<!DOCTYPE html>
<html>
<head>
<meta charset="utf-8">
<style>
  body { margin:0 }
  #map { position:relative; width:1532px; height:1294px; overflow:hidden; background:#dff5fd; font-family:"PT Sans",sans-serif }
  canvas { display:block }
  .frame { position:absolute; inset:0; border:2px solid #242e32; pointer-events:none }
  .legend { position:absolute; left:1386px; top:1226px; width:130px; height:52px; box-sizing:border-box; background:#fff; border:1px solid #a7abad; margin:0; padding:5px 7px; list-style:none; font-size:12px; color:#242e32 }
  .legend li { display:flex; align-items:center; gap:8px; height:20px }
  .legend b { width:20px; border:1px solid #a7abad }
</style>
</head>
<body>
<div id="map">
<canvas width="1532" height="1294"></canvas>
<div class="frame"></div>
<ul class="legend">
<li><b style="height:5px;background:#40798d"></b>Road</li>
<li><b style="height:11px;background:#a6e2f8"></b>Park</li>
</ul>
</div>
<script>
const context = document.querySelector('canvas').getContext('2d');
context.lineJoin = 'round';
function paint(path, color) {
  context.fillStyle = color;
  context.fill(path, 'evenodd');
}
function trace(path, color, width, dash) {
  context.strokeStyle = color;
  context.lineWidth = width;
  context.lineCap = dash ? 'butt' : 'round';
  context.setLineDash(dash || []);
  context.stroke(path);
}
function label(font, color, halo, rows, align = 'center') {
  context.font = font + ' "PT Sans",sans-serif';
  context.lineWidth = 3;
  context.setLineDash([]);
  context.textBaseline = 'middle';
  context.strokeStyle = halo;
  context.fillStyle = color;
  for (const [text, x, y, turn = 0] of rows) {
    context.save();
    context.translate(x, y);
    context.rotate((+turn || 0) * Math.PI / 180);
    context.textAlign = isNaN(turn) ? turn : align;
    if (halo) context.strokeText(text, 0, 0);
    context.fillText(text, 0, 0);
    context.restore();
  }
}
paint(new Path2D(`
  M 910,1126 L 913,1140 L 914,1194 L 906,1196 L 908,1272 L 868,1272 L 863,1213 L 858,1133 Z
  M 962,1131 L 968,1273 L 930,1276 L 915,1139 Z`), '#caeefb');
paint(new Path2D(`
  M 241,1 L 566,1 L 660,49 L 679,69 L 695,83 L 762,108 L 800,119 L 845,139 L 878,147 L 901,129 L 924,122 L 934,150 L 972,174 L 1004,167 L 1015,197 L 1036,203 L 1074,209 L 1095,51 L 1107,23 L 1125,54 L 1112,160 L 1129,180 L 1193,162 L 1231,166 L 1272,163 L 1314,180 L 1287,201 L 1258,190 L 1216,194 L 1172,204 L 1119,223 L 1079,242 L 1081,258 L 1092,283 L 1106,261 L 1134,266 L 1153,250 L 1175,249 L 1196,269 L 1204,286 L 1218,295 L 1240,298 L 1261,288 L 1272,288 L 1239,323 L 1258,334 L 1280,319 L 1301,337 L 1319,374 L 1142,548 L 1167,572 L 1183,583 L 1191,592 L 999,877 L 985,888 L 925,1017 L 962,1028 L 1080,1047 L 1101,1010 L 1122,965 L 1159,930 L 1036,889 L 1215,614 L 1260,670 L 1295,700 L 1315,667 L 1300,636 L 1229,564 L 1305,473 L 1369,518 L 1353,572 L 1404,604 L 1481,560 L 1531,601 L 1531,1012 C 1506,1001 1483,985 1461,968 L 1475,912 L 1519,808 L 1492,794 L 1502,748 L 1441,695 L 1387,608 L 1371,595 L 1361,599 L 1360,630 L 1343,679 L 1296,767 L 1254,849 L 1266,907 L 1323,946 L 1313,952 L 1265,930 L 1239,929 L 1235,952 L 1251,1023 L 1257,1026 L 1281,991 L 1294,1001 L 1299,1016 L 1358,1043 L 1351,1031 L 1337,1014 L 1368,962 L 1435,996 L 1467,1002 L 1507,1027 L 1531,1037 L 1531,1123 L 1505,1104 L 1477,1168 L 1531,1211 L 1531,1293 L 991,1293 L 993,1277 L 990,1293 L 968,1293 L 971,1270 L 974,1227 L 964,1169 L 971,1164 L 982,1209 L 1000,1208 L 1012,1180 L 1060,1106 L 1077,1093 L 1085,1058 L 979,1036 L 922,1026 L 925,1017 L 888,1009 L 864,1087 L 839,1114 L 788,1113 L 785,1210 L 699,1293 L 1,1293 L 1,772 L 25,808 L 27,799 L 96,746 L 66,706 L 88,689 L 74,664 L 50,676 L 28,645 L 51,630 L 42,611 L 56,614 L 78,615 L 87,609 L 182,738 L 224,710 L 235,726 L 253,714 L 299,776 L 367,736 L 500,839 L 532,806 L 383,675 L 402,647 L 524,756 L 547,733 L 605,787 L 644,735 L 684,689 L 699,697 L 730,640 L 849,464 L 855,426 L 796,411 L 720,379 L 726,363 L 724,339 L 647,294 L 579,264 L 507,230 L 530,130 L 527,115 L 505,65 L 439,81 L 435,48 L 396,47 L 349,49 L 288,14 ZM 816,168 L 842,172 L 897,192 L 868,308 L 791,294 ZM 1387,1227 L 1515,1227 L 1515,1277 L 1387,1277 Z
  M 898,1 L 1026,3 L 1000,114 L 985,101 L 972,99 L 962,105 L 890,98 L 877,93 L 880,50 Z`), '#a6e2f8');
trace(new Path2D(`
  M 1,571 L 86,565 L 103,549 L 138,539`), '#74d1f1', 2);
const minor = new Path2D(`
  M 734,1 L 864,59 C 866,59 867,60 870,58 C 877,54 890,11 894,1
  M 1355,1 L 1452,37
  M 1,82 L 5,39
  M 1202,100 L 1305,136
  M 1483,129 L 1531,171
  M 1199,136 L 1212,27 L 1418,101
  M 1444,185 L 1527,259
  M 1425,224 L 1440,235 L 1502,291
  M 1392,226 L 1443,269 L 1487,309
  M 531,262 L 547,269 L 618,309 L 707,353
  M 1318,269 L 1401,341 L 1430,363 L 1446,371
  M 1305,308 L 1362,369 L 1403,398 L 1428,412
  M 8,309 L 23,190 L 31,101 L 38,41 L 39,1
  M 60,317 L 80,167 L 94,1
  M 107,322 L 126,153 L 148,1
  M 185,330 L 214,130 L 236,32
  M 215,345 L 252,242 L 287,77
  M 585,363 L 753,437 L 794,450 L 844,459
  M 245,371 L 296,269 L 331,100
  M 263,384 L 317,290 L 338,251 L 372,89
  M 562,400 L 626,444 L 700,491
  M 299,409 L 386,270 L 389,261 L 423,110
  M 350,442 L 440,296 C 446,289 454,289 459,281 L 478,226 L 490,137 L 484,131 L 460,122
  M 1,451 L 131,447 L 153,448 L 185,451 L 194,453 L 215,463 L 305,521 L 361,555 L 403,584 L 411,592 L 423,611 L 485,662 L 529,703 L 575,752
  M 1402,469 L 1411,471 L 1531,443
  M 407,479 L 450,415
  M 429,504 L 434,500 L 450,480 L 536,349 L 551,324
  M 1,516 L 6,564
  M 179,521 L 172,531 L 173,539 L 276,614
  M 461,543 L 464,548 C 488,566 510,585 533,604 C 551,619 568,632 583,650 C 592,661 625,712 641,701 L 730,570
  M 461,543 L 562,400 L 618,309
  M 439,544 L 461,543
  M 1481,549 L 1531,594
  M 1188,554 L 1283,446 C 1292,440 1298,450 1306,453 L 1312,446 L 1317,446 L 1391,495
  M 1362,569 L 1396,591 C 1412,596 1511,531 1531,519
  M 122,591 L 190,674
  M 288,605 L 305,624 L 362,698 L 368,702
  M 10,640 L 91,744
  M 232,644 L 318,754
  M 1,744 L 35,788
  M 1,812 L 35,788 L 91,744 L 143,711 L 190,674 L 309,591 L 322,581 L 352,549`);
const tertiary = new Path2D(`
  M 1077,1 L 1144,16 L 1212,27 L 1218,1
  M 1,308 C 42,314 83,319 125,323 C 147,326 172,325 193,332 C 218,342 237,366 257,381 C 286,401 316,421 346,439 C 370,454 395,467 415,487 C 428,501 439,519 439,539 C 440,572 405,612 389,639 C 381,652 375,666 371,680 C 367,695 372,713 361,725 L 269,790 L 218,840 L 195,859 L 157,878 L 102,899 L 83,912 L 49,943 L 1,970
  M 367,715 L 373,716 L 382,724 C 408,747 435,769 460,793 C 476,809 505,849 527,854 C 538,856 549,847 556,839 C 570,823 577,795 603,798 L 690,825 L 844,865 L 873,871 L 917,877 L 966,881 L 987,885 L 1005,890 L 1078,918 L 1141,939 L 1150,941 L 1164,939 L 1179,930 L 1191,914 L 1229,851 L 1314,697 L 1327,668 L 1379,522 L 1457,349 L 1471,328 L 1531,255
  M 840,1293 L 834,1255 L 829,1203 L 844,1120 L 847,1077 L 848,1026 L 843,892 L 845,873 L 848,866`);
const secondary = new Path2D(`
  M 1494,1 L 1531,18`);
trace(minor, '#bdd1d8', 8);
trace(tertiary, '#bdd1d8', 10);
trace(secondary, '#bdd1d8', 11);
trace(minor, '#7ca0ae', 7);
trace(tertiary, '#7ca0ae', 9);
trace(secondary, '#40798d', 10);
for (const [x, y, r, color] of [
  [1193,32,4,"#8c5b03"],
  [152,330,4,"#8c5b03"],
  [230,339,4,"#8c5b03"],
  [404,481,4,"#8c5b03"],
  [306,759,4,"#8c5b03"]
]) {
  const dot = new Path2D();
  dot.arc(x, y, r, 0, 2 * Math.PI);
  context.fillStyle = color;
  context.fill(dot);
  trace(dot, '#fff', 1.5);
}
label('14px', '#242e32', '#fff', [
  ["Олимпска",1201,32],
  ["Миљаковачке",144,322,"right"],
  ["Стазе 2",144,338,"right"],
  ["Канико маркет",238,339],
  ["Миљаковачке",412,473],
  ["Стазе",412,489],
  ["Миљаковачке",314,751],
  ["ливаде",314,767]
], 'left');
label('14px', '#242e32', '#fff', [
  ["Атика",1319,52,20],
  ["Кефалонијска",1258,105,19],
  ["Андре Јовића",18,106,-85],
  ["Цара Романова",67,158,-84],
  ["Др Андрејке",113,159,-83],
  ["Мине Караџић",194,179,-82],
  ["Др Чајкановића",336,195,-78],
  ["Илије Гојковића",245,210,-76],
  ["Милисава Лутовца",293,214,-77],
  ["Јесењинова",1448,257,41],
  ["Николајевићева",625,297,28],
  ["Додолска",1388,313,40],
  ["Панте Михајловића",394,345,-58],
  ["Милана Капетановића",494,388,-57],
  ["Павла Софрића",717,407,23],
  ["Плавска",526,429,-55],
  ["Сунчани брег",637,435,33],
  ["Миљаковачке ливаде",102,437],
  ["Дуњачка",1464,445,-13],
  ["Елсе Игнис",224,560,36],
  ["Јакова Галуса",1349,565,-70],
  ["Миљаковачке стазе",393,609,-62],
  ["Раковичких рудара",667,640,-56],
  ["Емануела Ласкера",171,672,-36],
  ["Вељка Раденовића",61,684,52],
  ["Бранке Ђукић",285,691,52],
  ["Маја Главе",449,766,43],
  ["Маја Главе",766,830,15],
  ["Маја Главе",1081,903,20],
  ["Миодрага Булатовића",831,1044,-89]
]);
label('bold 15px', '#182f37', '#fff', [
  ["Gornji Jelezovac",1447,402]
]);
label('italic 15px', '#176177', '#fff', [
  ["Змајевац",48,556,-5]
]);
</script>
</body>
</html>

TASK DESCRIPTION.
Quote exactly the opening line of the material above and every line after it, up to and including the line that contains "position:absolute; left:1386px; top:1226px;".

ANSWER AREA.
<!DOCTYPE html>
<html>
<head>
<meta charset="utf-8">
<style>
  body { margin:0 }
  #map { position:relative; width:1532px; height:1294px; overflow:hidden; background:#dff5fd; font-family:"PT Sans",sans-serif }
  canvas { display:block }
  .frame { position:absolute; inset:0; border:2px solid #242e32; pointer-events:none }
  .legend { position:absolute; left:1386px; top:1226px; width:130px; height:52px; box-sizing:border-box; background:#fff; border:1px solid #a7abad; margin:0; padding:5px 7px; list-style:none; font-size:12px; color:#242e32 }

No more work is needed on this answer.